When the pandemic hit in March 2020, it was reasonable to worry about what it would do to creator economy businesses. Advertising spending collapsed. Brand partnership budgets evaporated overnight. But what happened instead was the opposite of a collapse: creators with diversified, direct-to-audience revenue infrastructure proved remarkably resilient, while those dependent on ad revenue and platform monetization were exposed.
The divergence was stark and immediate. By April 2020, we were seeing two completely different experiences across our portfolio companies' creator bases. Creators who had built direct monetization infrastructure — subscription products, digital goods businesses, fan membership platforms — experienced increased revenue as their audiences turned to them more during lockdown. Creators whose business was entirely dependent on YouTube ad revenue, brand deals, or live event income experienced severe disruption.
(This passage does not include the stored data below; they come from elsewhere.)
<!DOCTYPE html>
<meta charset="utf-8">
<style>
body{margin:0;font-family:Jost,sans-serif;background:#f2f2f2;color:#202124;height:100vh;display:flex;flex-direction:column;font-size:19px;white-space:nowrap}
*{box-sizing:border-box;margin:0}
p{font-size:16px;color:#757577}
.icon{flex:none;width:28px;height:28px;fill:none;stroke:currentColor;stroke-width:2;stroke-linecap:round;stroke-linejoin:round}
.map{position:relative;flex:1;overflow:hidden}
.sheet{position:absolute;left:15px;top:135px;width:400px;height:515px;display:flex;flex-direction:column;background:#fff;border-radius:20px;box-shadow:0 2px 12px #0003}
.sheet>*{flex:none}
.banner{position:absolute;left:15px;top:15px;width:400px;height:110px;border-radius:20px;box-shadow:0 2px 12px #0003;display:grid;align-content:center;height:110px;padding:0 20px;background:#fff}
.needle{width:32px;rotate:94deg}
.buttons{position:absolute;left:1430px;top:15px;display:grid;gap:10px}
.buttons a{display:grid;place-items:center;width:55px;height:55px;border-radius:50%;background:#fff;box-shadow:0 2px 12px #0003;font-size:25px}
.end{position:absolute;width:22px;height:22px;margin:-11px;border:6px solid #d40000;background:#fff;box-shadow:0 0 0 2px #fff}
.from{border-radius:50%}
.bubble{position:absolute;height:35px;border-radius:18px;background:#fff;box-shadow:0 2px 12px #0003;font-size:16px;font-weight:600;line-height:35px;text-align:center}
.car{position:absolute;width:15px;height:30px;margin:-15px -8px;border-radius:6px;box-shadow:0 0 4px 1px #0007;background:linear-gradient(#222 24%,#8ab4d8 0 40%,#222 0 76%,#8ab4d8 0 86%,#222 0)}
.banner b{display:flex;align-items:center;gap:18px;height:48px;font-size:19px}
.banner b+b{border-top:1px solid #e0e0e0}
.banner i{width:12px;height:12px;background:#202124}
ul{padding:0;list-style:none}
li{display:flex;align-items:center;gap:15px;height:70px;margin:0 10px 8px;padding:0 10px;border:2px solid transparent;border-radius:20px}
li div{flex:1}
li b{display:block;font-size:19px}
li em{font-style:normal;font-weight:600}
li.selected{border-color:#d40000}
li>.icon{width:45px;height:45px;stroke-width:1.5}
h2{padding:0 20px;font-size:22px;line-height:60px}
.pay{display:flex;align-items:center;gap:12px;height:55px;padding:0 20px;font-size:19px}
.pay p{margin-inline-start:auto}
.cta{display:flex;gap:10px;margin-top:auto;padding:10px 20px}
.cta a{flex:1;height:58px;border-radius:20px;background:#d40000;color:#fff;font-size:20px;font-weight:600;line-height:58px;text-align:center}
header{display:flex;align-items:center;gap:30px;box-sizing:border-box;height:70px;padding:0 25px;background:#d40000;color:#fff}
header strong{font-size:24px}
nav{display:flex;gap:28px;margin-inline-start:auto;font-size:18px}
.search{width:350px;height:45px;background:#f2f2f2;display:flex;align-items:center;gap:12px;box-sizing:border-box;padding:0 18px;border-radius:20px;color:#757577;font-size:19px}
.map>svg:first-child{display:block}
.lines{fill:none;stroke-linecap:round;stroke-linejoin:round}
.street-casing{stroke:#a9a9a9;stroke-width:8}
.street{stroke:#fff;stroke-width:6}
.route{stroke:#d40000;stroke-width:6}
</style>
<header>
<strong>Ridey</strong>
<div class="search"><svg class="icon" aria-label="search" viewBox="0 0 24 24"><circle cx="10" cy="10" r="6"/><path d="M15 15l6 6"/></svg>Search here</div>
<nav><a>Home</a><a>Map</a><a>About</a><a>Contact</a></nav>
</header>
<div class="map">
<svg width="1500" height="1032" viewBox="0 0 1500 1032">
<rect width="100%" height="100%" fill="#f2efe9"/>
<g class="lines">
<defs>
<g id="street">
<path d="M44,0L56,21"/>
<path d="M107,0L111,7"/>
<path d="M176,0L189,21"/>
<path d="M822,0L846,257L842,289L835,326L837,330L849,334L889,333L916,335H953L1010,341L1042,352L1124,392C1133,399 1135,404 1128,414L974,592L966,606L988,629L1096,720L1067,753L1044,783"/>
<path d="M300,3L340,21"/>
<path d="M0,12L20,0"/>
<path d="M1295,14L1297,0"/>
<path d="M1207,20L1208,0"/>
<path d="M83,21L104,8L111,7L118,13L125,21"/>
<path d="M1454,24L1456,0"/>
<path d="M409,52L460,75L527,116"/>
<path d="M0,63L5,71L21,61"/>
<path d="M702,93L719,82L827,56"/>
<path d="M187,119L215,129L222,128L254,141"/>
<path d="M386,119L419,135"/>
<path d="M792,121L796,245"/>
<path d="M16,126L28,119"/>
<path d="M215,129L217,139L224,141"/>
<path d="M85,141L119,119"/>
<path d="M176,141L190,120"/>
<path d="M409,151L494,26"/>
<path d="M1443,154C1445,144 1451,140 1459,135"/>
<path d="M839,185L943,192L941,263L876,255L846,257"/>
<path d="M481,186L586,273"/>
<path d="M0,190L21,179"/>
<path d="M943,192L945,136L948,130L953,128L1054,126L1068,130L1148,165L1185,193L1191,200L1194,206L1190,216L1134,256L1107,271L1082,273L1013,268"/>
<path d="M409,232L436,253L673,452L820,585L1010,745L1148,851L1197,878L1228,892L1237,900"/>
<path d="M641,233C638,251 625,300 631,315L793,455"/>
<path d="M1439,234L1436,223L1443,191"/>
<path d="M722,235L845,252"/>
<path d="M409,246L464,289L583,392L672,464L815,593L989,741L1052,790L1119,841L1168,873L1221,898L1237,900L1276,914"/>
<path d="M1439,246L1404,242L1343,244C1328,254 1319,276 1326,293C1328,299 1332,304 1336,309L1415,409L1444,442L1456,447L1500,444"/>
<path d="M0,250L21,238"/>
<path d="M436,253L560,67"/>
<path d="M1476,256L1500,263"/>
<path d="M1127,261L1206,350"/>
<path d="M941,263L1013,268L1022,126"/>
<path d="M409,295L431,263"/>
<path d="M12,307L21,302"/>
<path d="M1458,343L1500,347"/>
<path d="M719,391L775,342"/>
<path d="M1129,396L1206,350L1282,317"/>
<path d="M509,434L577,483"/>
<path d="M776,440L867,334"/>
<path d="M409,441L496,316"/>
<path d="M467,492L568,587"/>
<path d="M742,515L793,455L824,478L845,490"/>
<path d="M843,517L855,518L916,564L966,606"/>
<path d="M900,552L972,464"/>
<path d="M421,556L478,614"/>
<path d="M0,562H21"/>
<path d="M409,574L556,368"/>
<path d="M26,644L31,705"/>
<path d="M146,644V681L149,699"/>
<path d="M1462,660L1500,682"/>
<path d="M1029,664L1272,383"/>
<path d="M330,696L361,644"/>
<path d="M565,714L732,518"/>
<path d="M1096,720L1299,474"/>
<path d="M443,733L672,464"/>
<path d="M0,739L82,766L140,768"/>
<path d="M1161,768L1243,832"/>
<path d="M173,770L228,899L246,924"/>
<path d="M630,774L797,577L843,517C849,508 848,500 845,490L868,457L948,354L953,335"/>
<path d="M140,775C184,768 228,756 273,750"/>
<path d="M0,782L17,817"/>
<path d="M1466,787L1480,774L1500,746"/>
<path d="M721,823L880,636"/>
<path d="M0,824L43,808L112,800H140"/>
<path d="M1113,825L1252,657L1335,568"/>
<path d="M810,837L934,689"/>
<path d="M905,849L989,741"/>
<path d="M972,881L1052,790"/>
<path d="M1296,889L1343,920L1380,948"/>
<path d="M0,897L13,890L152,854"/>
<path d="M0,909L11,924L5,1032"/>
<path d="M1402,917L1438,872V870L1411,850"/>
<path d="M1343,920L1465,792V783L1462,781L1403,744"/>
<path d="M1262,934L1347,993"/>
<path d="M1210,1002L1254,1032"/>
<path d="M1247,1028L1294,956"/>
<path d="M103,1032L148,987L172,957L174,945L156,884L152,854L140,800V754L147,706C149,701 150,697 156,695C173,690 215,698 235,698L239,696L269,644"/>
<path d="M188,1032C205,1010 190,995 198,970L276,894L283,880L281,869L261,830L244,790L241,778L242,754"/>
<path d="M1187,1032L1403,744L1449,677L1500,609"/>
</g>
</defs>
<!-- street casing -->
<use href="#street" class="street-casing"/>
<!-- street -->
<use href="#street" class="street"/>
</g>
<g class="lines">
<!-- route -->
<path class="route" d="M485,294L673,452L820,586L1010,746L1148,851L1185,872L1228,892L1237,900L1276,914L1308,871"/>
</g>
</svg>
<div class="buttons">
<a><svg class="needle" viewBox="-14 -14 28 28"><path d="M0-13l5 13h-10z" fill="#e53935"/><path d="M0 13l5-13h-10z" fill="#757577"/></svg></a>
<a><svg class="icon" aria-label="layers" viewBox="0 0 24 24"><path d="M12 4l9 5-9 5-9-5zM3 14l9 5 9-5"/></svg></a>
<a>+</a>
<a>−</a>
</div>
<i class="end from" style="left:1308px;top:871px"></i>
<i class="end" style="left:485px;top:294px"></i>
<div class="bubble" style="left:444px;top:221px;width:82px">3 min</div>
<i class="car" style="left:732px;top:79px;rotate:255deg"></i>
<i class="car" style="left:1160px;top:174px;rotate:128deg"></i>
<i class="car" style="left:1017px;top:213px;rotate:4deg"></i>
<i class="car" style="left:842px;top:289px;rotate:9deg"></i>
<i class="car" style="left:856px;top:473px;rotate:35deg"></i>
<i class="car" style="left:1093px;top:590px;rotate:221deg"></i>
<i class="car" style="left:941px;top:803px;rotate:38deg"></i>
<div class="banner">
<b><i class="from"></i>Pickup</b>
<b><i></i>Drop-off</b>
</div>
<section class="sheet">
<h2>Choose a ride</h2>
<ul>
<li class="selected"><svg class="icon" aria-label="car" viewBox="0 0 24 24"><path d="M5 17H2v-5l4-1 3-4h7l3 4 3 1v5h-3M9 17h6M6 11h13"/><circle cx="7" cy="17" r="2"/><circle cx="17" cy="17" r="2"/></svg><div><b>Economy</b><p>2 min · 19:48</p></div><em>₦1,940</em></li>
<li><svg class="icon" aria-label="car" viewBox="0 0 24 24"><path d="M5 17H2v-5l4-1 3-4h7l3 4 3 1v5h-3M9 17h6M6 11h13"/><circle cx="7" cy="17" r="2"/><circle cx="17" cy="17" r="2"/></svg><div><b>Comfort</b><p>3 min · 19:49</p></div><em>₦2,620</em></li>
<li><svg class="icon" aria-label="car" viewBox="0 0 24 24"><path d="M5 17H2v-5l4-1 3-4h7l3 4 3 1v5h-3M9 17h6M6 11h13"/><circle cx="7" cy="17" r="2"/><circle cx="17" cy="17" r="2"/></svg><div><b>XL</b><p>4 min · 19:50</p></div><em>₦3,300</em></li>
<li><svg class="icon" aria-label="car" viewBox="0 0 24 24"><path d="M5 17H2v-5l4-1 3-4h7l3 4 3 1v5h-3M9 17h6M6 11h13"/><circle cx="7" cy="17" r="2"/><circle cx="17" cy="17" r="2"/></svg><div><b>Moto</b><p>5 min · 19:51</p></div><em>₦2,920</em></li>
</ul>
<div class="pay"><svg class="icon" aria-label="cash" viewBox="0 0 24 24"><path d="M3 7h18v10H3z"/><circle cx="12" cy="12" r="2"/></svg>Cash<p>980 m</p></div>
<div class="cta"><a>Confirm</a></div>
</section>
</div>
This was the thesis stress test we hadn't expected to get so early and so clearly. The resilience of direct creator monetization infrastructure was not theoretical — it showed up in the actual revenue data of the companies we'd backed. Gumroad's transaction volume increased significantly in Q2 2020. Subscription platforms across the portfolio saw meaningful upticks in both new subscriber acquisition and retention. The underlying infrastructure thesis was vindicated by the crisis response data.
What this revealed about creator economic resilience: it is highly correlated with ownership of the audience relationship. Creators who had email lists, direct subscriber relationships, and owned-channel audiences experienced lockdown as a catalyst — their audiences spent more time consuming their content and had clear ways to support them financially. Creators whose relationship with their audience was entirely mediated through platform algorithms and brand-deal intermediaries had no direct relationship to monetize when those intermediaries pulled back.
The pandemic accelerated creator adoption of direct monetization tools by several years. What would have been a gradual transition from platform-dependent to creator-owned economics became a compressed shift as the fragility of the platform-dependent model was exposed to an entire generation of creators simultaneously. That acceleration of adoption changed the trajectory for the infrastructure companies we'd backed, and it changed our view of the addressable market for everything we'd be investing in next.
The lesson for portfolio construction: resilient creator economy investments are those where the business model creates direct, unmediated relationships between creators and their audiences. That principle has become more central to our investment criteria coming out of 2020 than it was going in.